From then her babbling became just that, running on and on about watching "Dancing With the Stars" and the new shoes she just bought and the best tomatoes to put into gazpacho and the blah blah blah like lukewarm mashed potatoes being poured into ears. So I closed my eyes and the white noise of her voice was got softer and softer as if she was moving away and I opened my eyes to see if she had moved away.

That moment, I knew then, like so many girls before, that she wasn't the one for me. It was the lightness again, I was still unanchored, was still unhitched and had floated, still in a sitting position out of the gravity and was hovering above the bench. Not high in the air, just a bit above her head level.

Was this the key scene of this movie? "The Unbearable Lightness Of Internet Dating"? Is this explained in the DVD's documentary extra that the scene in which the movie's title is explained without a spoken word is that movie's key scene? But I found myself having to speak.

I called to her, to ask her to give me a hand, to pull me down, to lie and say I made gazpacho too, but the rotating world swept her away from below me.
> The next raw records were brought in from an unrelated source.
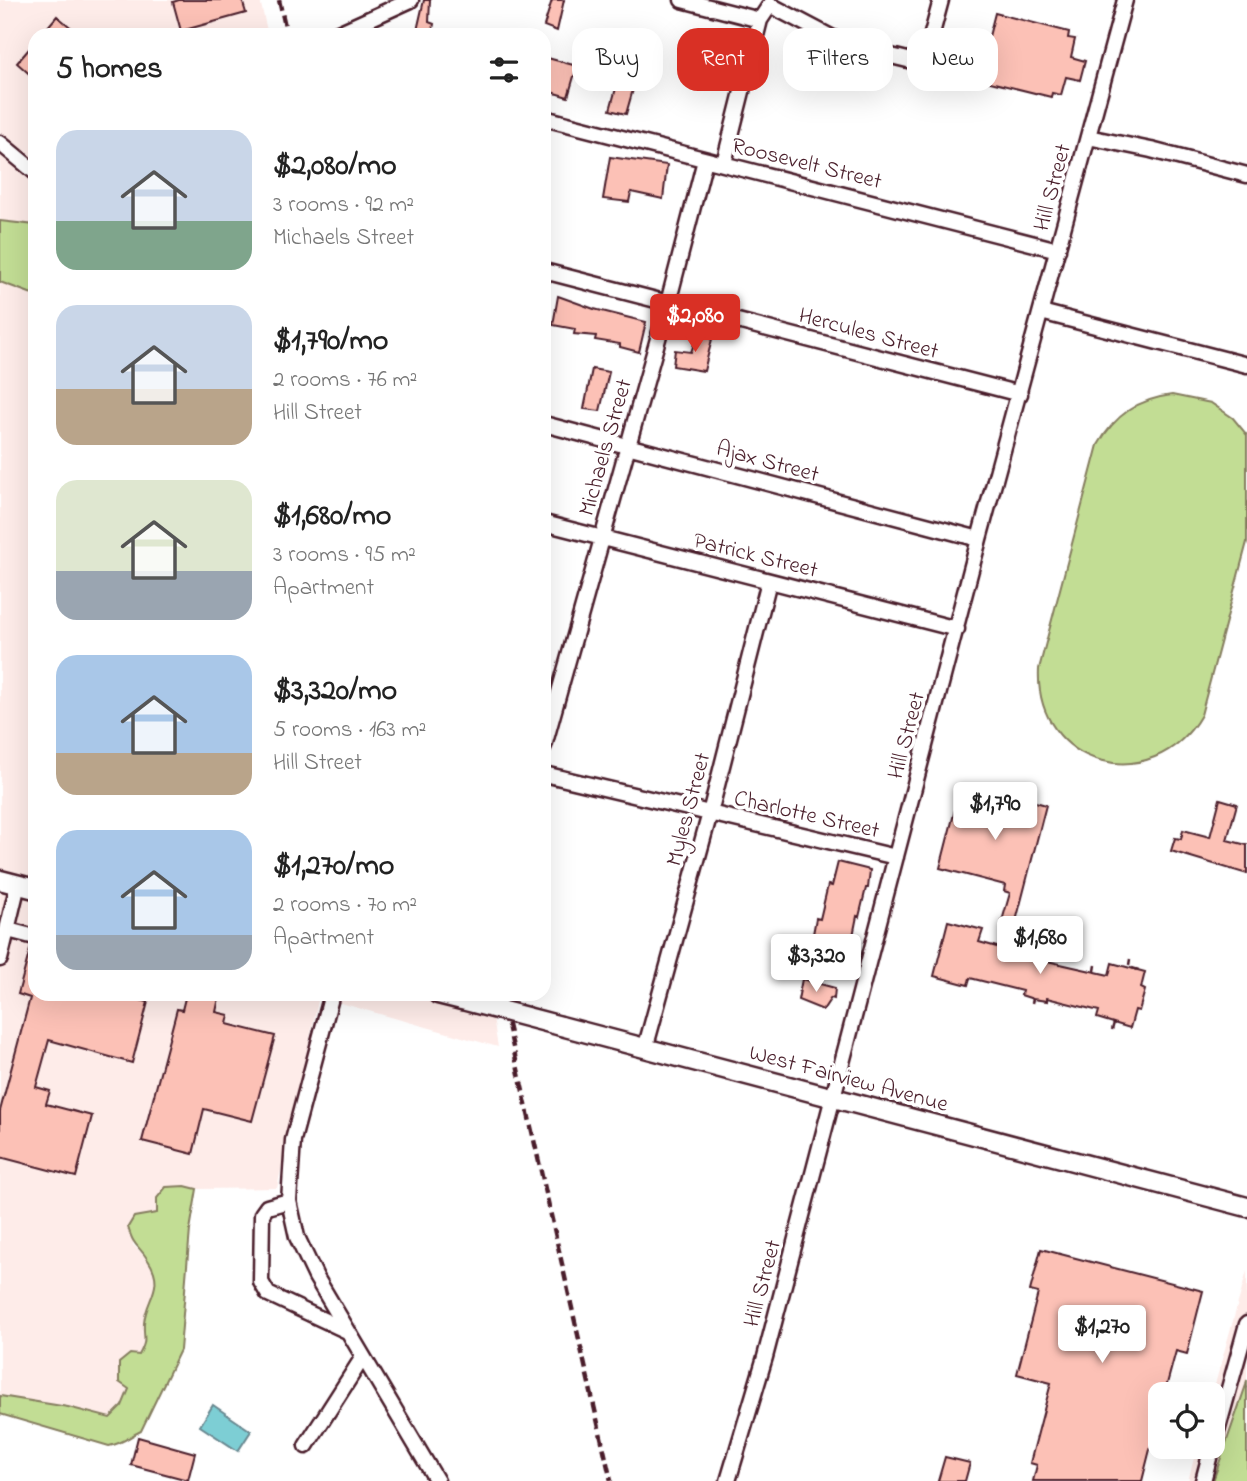 <!DOCTYPE html>
<html lang="en">
<head>
<meta charset="utf-8">
<style>
  :root { --surface:#fff; --page:#f6f6f6; --text:#222; --muted:#767676; --accent:#d93025 }
  body { margin:0; font-family:"Indie Flower",sans-serif; background:var(--page); color:var(--text); height:100vh; display:flex; flex-direction:column; font-size:26px; white-space:nowrap }
  * { box-sizing:border-box; margin:0 }
  p { font-size:23px; color:var(--muted) }
  .icon { flex:none; width:38px; height:38px; fill:none; stroke:currentColor; stroke-width:2; stroke-linecap:round; stroke-linejoin:round }
  .map { position:relative; flex:1; overflow:hidden }
  .panel { position:absolute; left:28px; top:28px; width:523px; height:973px; display:flex; flex-direction:column; background:var(--surface); border-radius:21px; box-shadow:0 7px 28px #0002 }
  .panel>* { flex:none }
  .top-card { position:absolute; left:572px; top:28px; width:569px; height:63px; display:flex; gap:14px }
  .tools { position:absolute; left:1148px; top:1382px; display:grid; gap:14px }
  .tools a { display:grid; place-items:center; width:77px; height:77px; border-radius:14px; background:var(--surface); box-shadow:0 7px 28px #0002; font-size:35px }
  .price { position:absolute; translate:-50% -60px; padding:0 16px; border-radius:7px; background:#fff; color:#222; font-size:23px; line-height:46px; filter:drop-shadow(0 2px 4px #0008) }
  .price::after { content:''; position:absolute; left:50%; top:42px; width:21px; height:16px; margin-left:-10px; background:inherit; clip-path:polygon(0 0,100% 0,50% 100%) }
  .price.current { background:var(--accent); color:#fff }
  ul { padding:0; list-style:none }
  li { display:flex; align-items:center; gap:21px; height:175px; padding:0 28px }
  li span { display:grid; place-items:center; flex:none; width:196px; height:140px; border-radius:21px; color:#555 }
  li>.icon { margin-inline-start:auto }
  span .icon { width:84px; height:84px; fill:#fffc; stroke-width:1 }
  li b { font-size:30px }
  h2 { display:flex; justify-content:space-between; align-items:center; height:84px; padding:0 28px; font-size:30px }
  .tag { padding:0 24px; border-radius:21px; background:var(--surface); box-shadow:0 7px 28px #0002; font-size:24px; line-height:63px }
  .tag.current { background:var(--accent); color:#fff }
  .map>svg:first-child { display:block }
  .built { fill:#feece9 }
  .green { fill:#c2dd94; stroke:#867e60; stroke-width:2 }
  .water { fill:#7dced4; stroke:#698890; stroke-width:2 }
  .building { fill:#fcc1b6; stroke:#4a1f2b; stroke-width:2 }
  .lines { fill:none; stroke-linecap:round; stroke-linejoin:round }
  .minor-casing { stroke:#4a1f2b; stroke-width:19 }
  .major-casing { stroke:#4a1f2b; stroke-width:23 }
  .path { stroke:#4a1f2b; stroke-width:2.5; stroke-dasharray:7 5; stroke-linecap:butt }
  .minor { stroke:#fff; stroke-width:14 }
  .major { stroke:#fff; stroke-width:18 }
  .rail { stroke:#4a1f2b; stroke-width:4.5; stroke-dasharray:10 5; stroke-linecap:butt }
  .major-bridge-casing { stroke:#4a1f2b; stroke-width:23; stroke-linecap:butt }
  .major-bridge { stroke:#fff; stroke-width:18 }
  .labels { text-anchor:middle; stroke-width:7; stroke-linejoin:round; paint-order:stroke }
  .street-label { font-size:23px; fill:#4a1f2b; stroke:#fff }
</style>
</head>
<body>
<div class="map">
<svg width="1247" height="1481" viewBox="0 0 1247 1481">
  <rect width="100%" height="100%" fill="#fff"/>
  <filter id="ink" filterUnits="userSpaceOnUse"><feTurbulence type="fractalNoise" baseFrequency=".0143" numOctaves="2"/><feDisplacementMap in="SourceGraphic" scale="14" xChannelSelector="R" yChannelSelector="G"/><feConvolveMatrix kernelMatrix="1 2 1 2 8 2 1 2 1" color-interpolation-filters="sRGB"/></filter>
  <g filter="url(#ink)">
    <path class="built" d="M0 0H260L268 35H35V225L0 221Z
      M0 282 35 295V994H489L498 1047 319 997 277 1188 197 1189 185 1186 158 1213 135 1217 133 1245 149 1260 157 1282 144 1322 147 1340 139 1356 130 1354V1389L122 1406 110 1418 68 1407 0 1396Z
      M1247 1271V1481H1188L1197 1447H1213L1212 1395Z"/>
    <path class="green" d="M0 221 35 225V295L0 282Z
      M1172 395 1211 403 1233 418 1247 435V542L1201 715C1153 799 1034 767 1039 669L1098 445C1115 415 1138 399 1172 395Z
      M185 1186 197 1189 190 1230 180 1350 141 1431C128 1437 124 1443 109 1446L0 1414V1396L68 1407 110 1418 122 1406 129 1389 119 1382V1363L130 1354 139 1355C148 1338 143 1340 144 1323 146 1298 166 1287 148 1260 138 1244 134 1248 128 1227L134 1217 157 1213V1198L166 1187Z
      M1247 1380V1481H1213L1246 1385Z"/>
    <path class="water" d="M213 1405 251 1431 238 1451 200 1426Z"/>
    <path class="building" d="M179 0H242L246 13 181 31 173 2Z
      M424 0H430L429 22 434 24 432 35H416Z
      M552 0H564L557 31 544 26Z
      M995 13 1069 32 1068 38 1075 39 1071 57 1085 61 1080 80 1066 77 1061 95 1052 93 1051 97 978 79Z
      M57 16 80 35H41Z
      M35 42V79L17 63Z
      M544 57 577 66 568 97 544 90Z
      M618 81 634 86 626 114 610 110Z
      M610 157 667 165 663 199 631 192 629 202 603 199Z
      M558 296 594 309 646 322 639 352 620 347V344L595 340 596 336 574 334 575 329 553 325Z
      M698 333 713 335 704 371 673 366 675 350 691 352Z
      M592 369 609 372 600 411 584 409Z
      M975 785 1046 805 1015 925 1002 921 1010 893 1004 891 1005 885 940 868 957 802 969 805Z
      M1220 799 1237 804 1227 840 1247 845V874L1171 851 1175 838 1181 839 1183 830 1210 837Z
      M838 862 870 870 868 888H866L859 917 857 916 853 936 847 935 846 943 813 934 816 918 820 919 828 885 832 886Z
      M948 921 983 930 979 942 1047 961 1109 975 1112 963 1145 972 1141 988 1145 990 1139 1011 1135 1010 1130 1028 1097 1018 1099 1011 1047 998V1001L1033 999 1021 995 1022 991 970 978 968 985 934 976Z
      M31 946H35V994H117L148 1002 132 1063 49 1040 36 1087 50 1091 46 1104 92 1116 76 1177 0 1157V1111L30 998 18 994Z
      M802 979 835 988 834 999 831 998 823 1010 798 1000Z
      M186 994H203L219 998 216 1012 229 1015 227 1024 275 1036 252 1121 204 1109 193 1154 142 1141 177 1009 182 1010Z
      M1041 1249 1203 1291 1187 1354 1176 1351 1164 1395H1160V1410L1142 1481H1033L1037 1465 1030 1463 1051 1383 1017 1374 1038 1293 1030 1291Z
      M138 1437 195 1453 188 1480 131 1465Z
      M945 1457 970 1463 965 1481H938Z"/>
    <g class="lines">
      <defs>
        <path id="minor" d="M682 0 760 20
          M770 5 846 45 920 63 930 41 941 0
          M334 35 411 0
          M544 118 1058 250
          M1088 137 1151 150 1247 175
          M0 143 35 172
          M724 163 760 20 770 5
          M544 271 1020 394
          M1041 312 1247 365
          M544 424 979 539
          M544 523 957 629
          M544 746 668 303 705 160
          M544 774 896 857
          M8 930 35 937
          M0 959 18 884
          M332 994 293 1140 289 1201 297 1237 316 1277 437 1481
          M645 1049 710 813 769 581
          M289 1201 267 1207 262 1214 261 1282 268 1294 347 1331
          M306 1446 363 1357
          M1213 1446 1247 1324
          M728 1481 765 1357 979 539 1125 0
          M1203 1481 1212 1447"/>
        <path id="major" d="M0 880 35 889
          M438 994 462 1000
          M561 1026 1247 1207"/>
      </defs>
      <use href="#minor" class="minor-casing"/>
      <use href="#major" class="major-casing"/>
      <path class="path" d="M1129 965 1130 959
        M1132 968 1143 971
        M1095 971 1096 965
        M1032 1003 1033 999
        M1112 1030 1114 1023"/>
      <use href="#minor" class="minor"/>
      <use href="#major" class="major"/>
      <path class="rail" d="M279 0 287 35
        M501 994 611 1481"/>
      <defs>
        <path id="major-bridge" d="M462 1000 561 1026"/>
      </defs>
      <use href="#major-bridge" class="major-bridge-casing"/>
      <use href="#major-bridge" class="major-bridge"/>
    </g>
  </g>
  <g class="labels">
    <g class="street-label">
      <text transform="translate(807 162) rotate(14)" y="8">Roosevelt Street</text>
      <text transform="translate(1051 187) rotate(-75)" y="8">Hill Street</text>
      <text transform="translate(869 332) rotate(15)" y="8">Hercules Street</text>
      <text transform="translate(604 447) rotate(-74)" y="8">Michaels Street</text>
      <text transform="translate(768 460) rotate(15)" y="8">Ajax Street</text>
      <text transform="translate(756 554) rotate(14)" y="8">Patrick Street</text>
      <text transform="translate(905 735) rotate(-75)" y="8">Hill Street</text>
      <text transform="translate(687 809) rotate(-75)" y="8">Myles Street</text>
      <text transform="translate(807 813) rotate(13)" y="8">Charlotte Street</text>
      <text transform="translate(849 1077) rotate(15)" y="8">West Fairview Avenue</text>
      <text transform="translate(761 1283) rotate(-75)" y="8">Hill Street</text>
    </g>
  </g>
</svg>
<div class="tools">
<a><svg class="icon" aria-label="locate" viewBox="0 0 24 24"><circle cx="12" cy="12" r="6"/><path d="M12 2v4M12 18v4M2 12h4M18 12h4"/></svg></a>
</div>
<b class="price current" style="left:695px;top:354px">$2,080</b>
<b class="price" style="left:995px;top:842px">$1,790</b>
<b class="price" style="left:1040px;top:976px">$1,680</b>
<b class="price" style="left:816px;top:994px">$3,320</b>
<b class="price" style="left:1102px;top:1365px">$1,270</b>
<div class="top-card">
<a class="tag">Buy</a>
<a class="tag current">Rent</a>
<a class="tag">Filters</a>
<a class="tag">New</a>
</div>
<section class="panel">
<h2>5 homes<svg class="icon" aria-label="filters" viewBox="0 0 24 24"><path d="M4 7h16M4 17h16"/><circle cx="9" cy="7" r="2"/><circle cx="15" cy="17" r="2"/></svg></h2>
<ul>
<li><span style="background:linear-gradient(#c9d6e8 65%,#7fa58c 0)"><svg class="icon" aria-label="home" viewBox="0 0 24 24"><path d="M3 11l9-7 9 7M6 9v11h12V9"/></svg></span><div><b>$2,080/mo</b><p>3 rooms · 92 m²</p><p>Michaels Street</p></div></li>
<li><span style="background:linear-gradient(#c9d6e8 60%,#b9a48a 0)"><svg class="icon" aria-label="home" viewBox="0 0 24 24"><path d="M3 11l9-7 9 7M6 9v11h12V9"/></svg></span><div><b>$1,790/mo</b><p>2 rooms · 76 m²</p><p>Hill Street</p></div></li>
<li><span style="background:linear-gradient(#dfe7d0 65%,#9aa5b1 0)"><svg class="icon" aria-label="home" viewBox="0 0 24 24"><path d="M3 11l9-7 9 7M6 9v11h12V9"/></svg></span><div><b>$1,680/mo</b><p>3 rooms · 95 m²</p><p>Apartment</p></div></li>
<li><span style="background:linear-gradient(#a9c7e8 70%,#b9a48a 0)"><svg class="icon" aria-label="home" viewBox="0 0 24 24"><path d="M3 11l9-7 9 7M6 9v11h12V9"/></svg></span><div><b>$3,320/mo</b><p>5 rooms · 163 m²</p><p>Hill Street</p></div></li>
<li><span style="background:linear-gradient(#a9c7e8 75%,#9aa5b1 0)"><svg class="icon" aria-label="home" viewBox="0 0 24 24"><path d="M3 11l9-7 9 7M6 9v11h12V9"/></svg></span><div><b>$1,270/mo</b><p>2 rooms · 70 m²</p><p>Apartment</p></div></li>
</ul>
</section>
</div>
</body>
</html>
So I hung there as the world spun by below me and it's a minor miracle that I didn't smash into anything sticking up from the surface of the spinning world as it rolled beneath me: the concrete columns that held up the Fuller-Warren, the Modis Building, the Eiffel Tower flickered past just a few inches from my face, Krakow, Angkor Watt, my left foot knocked of a coconut from a tree on Guam.

I remembered that in her profile it said that she worked in the electronics industry, so when the rotation of the earth brought her back around along the latitudinal meridian above which I hovered, I called down to her asking if she knew anything about building an animatronics radio-controlled swan.

But before she could answer the rotating world took her away again and I just barely missed sideswiping a giraffe as the Serengeti rolled beneath me.